BROKEN JAR:

BROKEN JAR:
365 DAYS ON THE POTTER'S WHEEL

Tuesday, September 13, 2011

DUCKS’ BACKS OR SPONGES




 “Do not hate your brother in your heart.  Rebuke your neighbor frankly so you will not share in his guilt.”  Leviticus 19:17

 “Whoever of you loves life and desires to see many good days, keep your tongue from evil…seek peace, and pursue it.”  Psalm 34:12-14


Choosing the right path to true peace—discerning between peacemaking and peacefaking— is not always easy.  Just knowing that sometimes we must confront, even though it is uncomfortable, doesn’t solve all the problems that go along with trying to be wise. 

 If we move too quickly in one direction— speak our minds as a sort of knee-jerk reaction— we might be plagued with regret for the rest of our days for spouting off things we didn’t really mean after a while. 

If we convince ourselves to wait it out and see if our resentment or hurt indeed will roll away like water off a duck’s back, sometimes, even if it doesn’t roll away, we listen to the Evil One as he uses one or more of several tactics to convince us not to go back and revisit this Thing with our sister or brother.  (Many of us err in the first way because we are the type who know from past experience that if we convince ourselves to wait it out and see if our resentment or hurt indeed will roll away like water off a duck’s back, we might once again end up despising ourselves for our fearful or slothful paralysis.) 

How do we grow a heart of wisdom in this matter so that we will neither react “knee-jerkfully” nor allow the devil to falsely placate us into a deadly malaise that will surface in some bizarre way down the road?  My friend Candy calls this bizarre kind of surfacing “coming out sideways.” That paints a pretty graphic picture, doesn’t it?

Something that has worked for me is the Jericho solution.  When some hurt lingers until the next day and I am tempted to “speak my piece” as a means of finding my peace, I begin praying specifically and purposefully about it for seven days.  After this weeklong prayer vigil, I will notice that I am either greatly prompted to have the discussion or else the thing has faded from bright red to pale pink, and the sharp edges have been whittled down to a smoothness that no longer has pricking power.  
 
Whether we can be a duck’s back about an offense or for some reason can’t help being a sponge about it is important for us to learn and admit to ourselves.
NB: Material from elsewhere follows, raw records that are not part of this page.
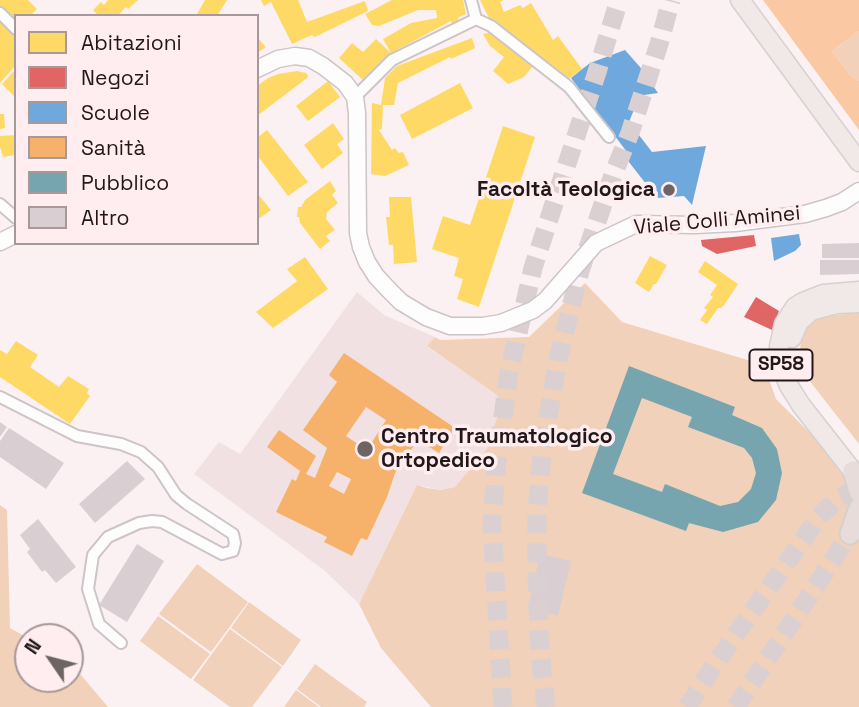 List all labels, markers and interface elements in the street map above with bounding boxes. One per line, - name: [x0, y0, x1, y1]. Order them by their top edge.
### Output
- legend: [14, 14, 259, 245]
- text: Abitazioni: [81, 29, 182, 56]
- text: Negozi: [81, 64, 150, 91]
- text: Scuole: [81, 99, 150, 126]
- text: Sanità: [81, 134, 146, 161]
- text: Pubblico: [81, 169, 169, 196]
- place label: Facoltà Teologica: [477, 177, 655, 203]
- marker: Facoltà Teologica: [661, 182, 677, 198]
- street label: Viale Colli Aminei: [633, 201, 801, 241]
- text: Altro: [81, 204, 130, 231]
- road number: SP58: [750, 350, 812, 380]
- place label: Centro Traumatologico Ortopedico: [381, 424, 613, 474]
- marker: Centro Traumatologico Ortopedico: [355, 439, 375, 459]
- north arrow: [14, 623, 84, 693]
- text: N: [19, 634, 47, 659] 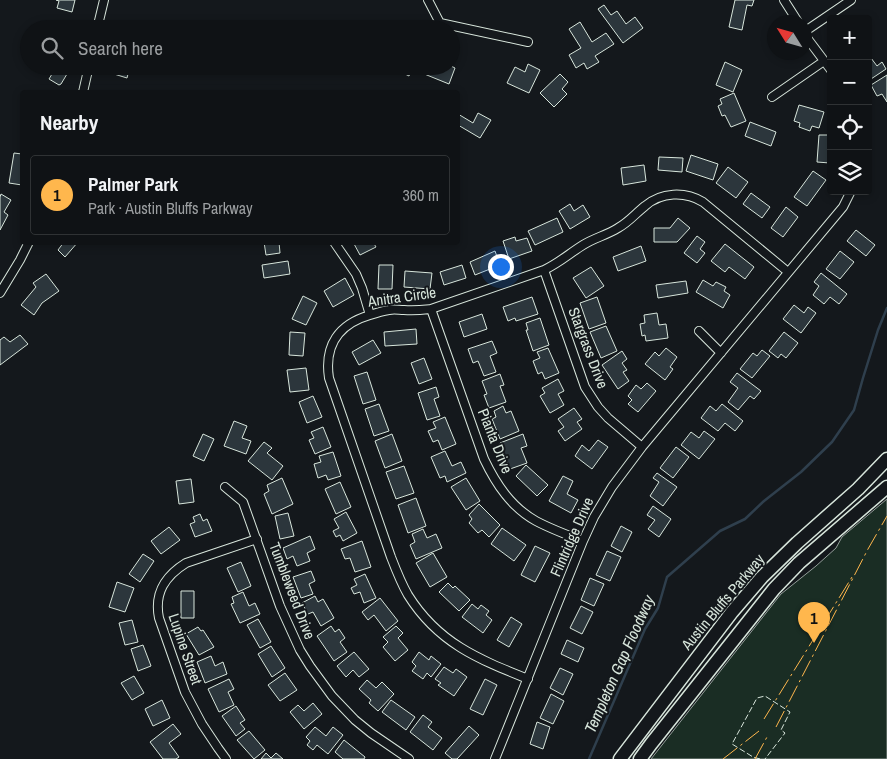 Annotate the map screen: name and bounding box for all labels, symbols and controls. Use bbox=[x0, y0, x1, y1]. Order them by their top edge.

Somewhere in our anger and hurt, we might have missed the possibility that we have likewise been part of the offense. 

If we don’t deal honestly with ourselves and our brothers and sisters, we might miss the possibility that we, too, have offended, and according to the spirit of Matthew 5:23-24, our gifts to our Father will not be accepted.  What a terrible plight!  We must be diligent to pray to be delivered from such costly deception.